▶ [REQUIRED ACTION]:
Your answer should hold every line of the records below that contains the string "이문아이파크자인어린이집".

RECORDED INFORMATION below:

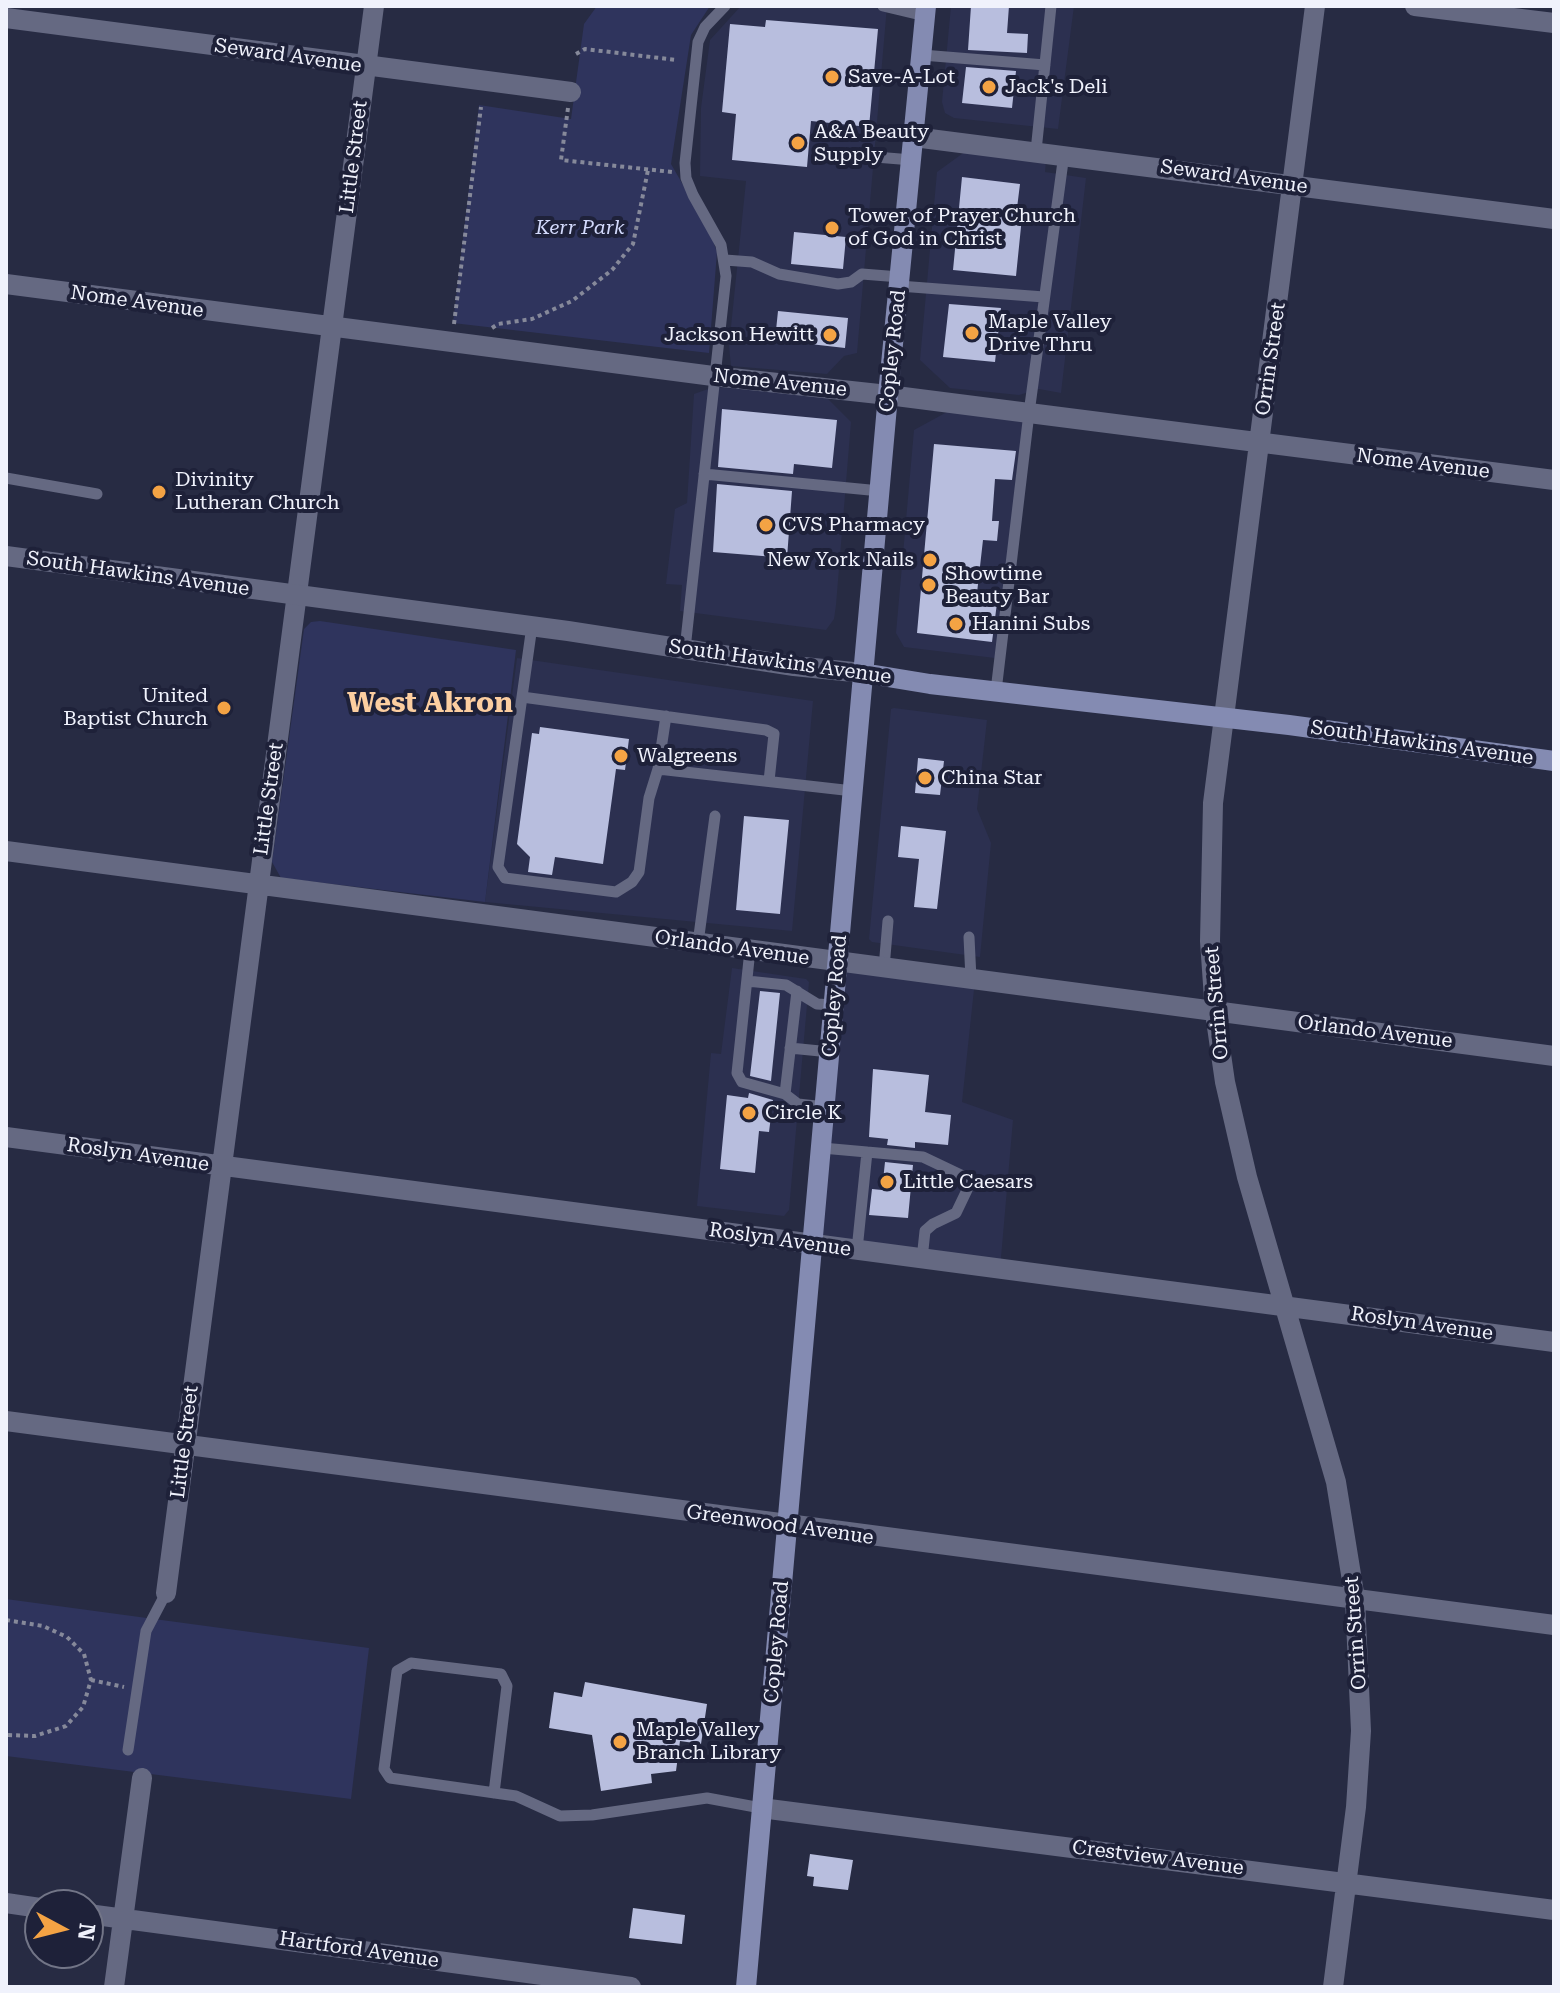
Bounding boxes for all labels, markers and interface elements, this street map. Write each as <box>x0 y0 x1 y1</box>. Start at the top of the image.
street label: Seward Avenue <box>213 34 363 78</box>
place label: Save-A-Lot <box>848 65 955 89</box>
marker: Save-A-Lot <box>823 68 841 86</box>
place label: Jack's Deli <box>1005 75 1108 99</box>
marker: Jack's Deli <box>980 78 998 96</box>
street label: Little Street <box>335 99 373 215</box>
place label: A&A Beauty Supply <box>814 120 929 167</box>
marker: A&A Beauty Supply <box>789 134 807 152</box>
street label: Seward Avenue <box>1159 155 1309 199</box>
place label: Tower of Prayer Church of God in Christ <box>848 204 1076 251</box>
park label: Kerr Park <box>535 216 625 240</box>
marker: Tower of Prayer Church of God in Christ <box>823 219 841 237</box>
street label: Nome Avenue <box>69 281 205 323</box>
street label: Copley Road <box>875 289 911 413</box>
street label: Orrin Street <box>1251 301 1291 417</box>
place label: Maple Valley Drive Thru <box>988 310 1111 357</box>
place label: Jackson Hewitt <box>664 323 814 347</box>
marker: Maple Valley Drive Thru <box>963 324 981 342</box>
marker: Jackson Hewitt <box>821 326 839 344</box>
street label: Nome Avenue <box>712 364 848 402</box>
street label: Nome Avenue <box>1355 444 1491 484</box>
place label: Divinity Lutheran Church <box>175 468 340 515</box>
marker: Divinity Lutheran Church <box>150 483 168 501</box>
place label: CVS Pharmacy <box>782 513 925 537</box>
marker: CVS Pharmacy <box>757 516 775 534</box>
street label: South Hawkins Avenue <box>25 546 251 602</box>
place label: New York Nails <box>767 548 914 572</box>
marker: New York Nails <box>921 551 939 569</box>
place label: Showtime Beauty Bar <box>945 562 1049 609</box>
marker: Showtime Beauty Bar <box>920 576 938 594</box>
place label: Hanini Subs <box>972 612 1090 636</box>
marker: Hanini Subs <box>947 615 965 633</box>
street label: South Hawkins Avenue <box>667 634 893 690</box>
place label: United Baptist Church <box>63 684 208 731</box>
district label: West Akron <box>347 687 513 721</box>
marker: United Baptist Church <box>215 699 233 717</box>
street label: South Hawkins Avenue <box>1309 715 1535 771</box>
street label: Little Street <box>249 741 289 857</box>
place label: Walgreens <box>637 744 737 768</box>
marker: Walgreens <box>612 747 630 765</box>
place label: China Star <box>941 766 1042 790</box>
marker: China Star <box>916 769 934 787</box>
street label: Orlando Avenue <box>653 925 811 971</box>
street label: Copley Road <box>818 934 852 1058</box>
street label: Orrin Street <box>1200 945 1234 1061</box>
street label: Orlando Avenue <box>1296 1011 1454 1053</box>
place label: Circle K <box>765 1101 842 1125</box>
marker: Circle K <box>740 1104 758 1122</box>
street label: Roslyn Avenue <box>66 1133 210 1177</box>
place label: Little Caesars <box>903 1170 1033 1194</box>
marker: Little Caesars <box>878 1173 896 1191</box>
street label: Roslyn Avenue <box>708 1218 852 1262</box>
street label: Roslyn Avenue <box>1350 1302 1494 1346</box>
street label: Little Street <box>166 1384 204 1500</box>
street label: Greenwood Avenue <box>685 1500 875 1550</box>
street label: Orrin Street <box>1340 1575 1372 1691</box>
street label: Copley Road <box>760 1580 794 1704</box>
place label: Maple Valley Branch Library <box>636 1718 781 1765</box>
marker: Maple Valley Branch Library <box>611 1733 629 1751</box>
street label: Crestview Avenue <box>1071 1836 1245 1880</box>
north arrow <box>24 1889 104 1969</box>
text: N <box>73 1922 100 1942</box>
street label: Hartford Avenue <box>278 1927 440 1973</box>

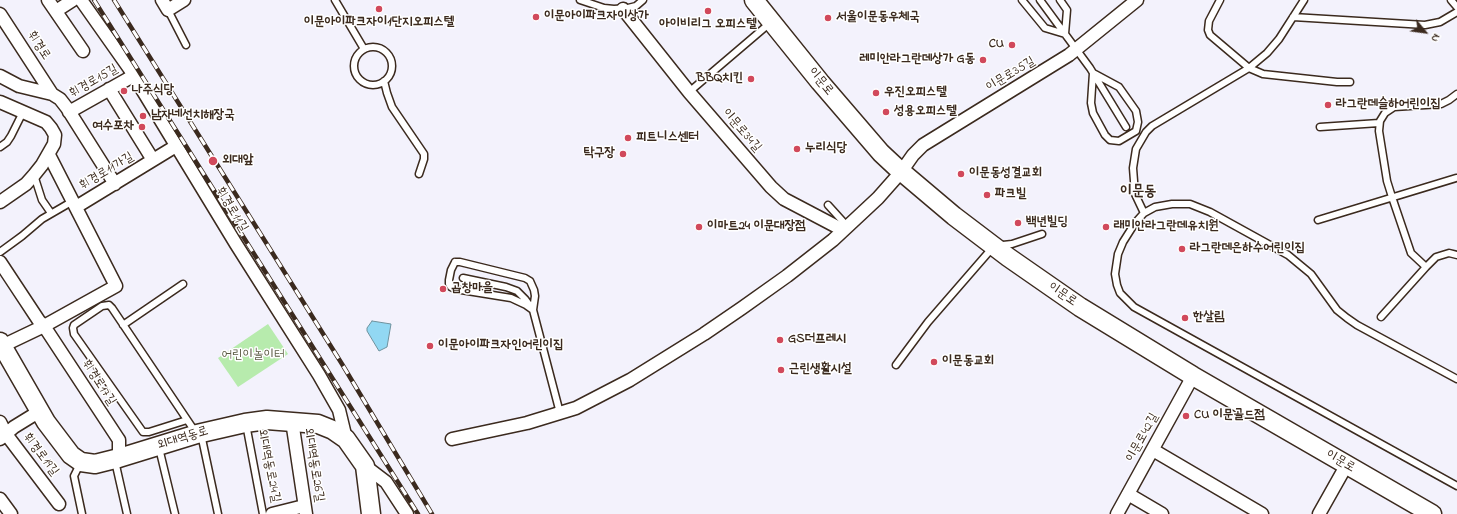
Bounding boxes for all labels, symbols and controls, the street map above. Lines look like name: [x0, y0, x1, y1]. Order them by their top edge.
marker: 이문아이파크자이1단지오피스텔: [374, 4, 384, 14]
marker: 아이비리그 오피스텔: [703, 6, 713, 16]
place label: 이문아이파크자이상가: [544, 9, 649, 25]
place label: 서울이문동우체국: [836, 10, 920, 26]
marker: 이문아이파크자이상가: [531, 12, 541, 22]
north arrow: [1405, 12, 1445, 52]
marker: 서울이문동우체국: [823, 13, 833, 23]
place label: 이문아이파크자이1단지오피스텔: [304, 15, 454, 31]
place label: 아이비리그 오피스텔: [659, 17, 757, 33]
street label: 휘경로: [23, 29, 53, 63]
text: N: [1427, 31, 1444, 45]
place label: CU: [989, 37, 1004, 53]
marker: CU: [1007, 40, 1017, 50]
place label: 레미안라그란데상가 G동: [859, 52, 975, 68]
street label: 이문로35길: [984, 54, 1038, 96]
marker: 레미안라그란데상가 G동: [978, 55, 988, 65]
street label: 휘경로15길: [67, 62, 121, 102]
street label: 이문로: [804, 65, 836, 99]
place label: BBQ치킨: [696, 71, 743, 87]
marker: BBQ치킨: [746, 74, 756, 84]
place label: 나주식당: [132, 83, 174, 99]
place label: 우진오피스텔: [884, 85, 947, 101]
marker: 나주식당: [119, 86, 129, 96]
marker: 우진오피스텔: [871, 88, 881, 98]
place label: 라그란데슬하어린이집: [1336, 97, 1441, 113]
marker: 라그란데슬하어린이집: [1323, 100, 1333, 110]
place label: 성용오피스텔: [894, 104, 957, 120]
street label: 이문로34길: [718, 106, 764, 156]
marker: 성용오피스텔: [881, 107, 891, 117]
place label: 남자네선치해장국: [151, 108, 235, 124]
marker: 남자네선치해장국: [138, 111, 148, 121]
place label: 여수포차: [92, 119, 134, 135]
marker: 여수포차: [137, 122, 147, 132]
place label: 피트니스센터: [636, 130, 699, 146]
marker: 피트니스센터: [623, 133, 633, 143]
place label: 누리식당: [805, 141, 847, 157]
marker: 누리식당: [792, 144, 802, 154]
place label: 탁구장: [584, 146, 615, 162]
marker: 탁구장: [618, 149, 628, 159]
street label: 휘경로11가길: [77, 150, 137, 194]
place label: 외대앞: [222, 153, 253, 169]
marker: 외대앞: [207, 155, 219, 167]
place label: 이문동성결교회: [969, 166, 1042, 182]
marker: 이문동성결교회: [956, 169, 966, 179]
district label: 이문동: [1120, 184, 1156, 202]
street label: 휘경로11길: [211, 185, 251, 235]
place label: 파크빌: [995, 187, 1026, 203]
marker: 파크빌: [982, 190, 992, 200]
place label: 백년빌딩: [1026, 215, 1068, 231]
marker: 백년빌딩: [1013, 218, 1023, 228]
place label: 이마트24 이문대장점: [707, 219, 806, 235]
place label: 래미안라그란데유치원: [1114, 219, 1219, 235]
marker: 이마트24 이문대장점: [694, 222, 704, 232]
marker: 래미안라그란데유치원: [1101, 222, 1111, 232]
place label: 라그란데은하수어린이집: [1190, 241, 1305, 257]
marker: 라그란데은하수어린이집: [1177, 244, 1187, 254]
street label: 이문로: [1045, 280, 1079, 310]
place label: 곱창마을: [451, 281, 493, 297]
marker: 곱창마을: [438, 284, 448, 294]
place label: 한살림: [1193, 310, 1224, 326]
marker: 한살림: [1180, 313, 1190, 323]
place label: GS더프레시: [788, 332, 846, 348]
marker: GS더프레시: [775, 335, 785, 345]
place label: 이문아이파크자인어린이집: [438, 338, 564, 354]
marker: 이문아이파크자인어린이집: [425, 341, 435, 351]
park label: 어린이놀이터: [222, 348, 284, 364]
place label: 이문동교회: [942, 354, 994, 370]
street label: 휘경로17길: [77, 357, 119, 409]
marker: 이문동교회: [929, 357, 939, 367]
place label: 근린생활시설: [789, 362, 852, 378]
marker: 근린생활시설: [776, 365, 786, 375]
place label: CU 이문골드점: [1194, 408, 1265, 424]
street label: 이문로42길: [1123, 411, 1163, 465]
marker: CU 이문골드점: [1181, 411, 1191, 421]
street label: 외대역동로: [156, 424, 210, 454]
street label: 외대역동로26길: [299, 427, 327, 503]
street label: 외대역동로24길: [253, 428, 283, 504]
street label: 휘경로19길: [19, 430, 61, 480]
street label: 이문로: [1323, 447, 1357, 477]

End of RECORDED INFORMATION.

▶ [TASK RESPONSE]:
place label: 이문아이파크자인어린이집: [438, 338, 564, 354]
marker: 이문아이파크자인어린이집: [425, 341, 435, 351]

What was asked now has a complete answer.